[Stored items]
════════
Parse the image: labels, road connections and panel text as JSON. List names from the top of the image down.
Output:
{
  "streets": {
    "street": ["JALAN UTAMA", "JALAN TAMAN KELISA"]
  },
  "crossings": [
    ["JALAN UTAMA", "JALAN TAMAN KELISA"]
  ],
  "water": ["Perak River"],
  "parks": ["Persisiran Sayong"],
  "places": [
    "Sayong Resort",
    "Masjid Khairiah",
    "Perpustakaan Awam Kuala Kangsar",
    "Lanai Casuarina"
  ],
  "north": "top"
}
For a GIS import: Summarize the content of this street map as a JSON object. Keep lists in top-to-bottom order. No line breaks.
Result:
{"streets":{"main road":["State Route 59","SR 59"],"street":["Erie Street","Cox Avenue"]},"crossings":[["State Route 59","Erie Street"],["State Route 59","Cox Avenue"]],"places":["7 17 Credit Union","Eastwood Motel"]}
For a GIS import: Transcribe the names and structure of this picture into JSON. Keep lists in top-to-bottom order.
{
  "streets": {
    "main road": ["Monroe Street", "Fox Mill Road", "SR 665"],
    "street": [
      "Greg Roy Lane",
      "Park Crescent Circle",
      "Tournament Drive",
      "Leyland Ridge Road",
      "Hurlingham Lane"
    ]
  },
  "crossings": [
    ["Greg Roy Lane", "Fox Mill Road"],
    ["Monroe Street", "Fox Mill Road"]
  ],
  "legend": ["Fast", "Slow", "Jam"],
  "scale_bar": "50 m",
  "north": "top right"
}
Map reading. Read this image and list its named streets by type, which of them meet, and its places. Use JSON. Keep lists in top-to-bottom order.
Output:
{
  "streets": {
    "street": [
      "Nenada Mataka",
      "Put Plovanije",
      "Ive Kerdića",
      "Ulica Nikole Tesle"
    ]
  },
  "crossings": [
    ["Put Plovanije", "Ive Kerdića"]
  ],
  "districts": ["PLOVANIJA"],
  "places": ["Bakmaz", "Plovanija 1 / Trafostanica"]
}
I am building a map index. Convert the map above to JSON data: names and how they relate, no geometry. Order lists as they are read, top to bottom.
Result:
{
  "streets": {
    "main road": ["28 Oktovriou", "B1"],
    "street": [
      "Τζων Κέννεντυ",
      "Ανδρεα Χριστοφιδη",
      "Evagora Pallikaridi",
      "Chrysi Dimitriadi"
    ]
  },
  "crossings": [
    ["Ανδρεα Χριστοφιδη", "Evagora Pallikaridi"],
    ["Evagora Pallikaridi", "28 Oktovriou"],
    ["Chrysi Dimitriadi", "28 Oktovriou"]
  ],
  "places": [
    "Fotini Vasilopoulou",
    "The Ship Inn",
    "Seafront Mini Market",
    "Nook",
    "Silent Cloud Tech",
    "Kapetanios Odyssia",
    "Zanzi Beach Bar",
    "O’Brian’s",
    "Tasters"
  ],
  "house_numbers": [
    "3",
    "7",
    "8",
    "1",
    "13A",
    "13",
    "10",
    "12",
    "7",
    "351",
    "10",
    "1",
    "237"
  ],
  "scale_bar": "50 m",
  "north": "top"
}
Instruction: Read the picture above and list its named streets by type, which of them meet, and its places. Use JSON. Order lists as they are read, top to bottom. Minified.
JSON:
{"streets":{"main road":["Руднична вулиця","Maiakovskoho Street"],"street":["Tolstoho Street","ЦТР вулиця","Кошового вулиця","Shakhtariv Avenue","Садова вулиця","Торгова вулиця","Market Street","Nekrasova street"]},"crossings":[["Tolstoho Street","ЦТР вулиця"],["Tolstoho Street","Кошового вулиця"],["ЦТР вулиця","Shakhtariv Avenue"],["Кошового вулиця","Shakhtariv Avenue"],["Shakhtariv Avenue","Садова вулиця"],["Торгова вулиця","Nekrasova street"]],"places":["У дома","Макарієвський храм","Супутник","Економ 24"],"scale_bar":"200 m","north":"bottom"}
════════
HOW TO COMPLETE THIS TASK: Please say how many lines in the records above contain the word "image", and give only that number.

SOLUTION: 2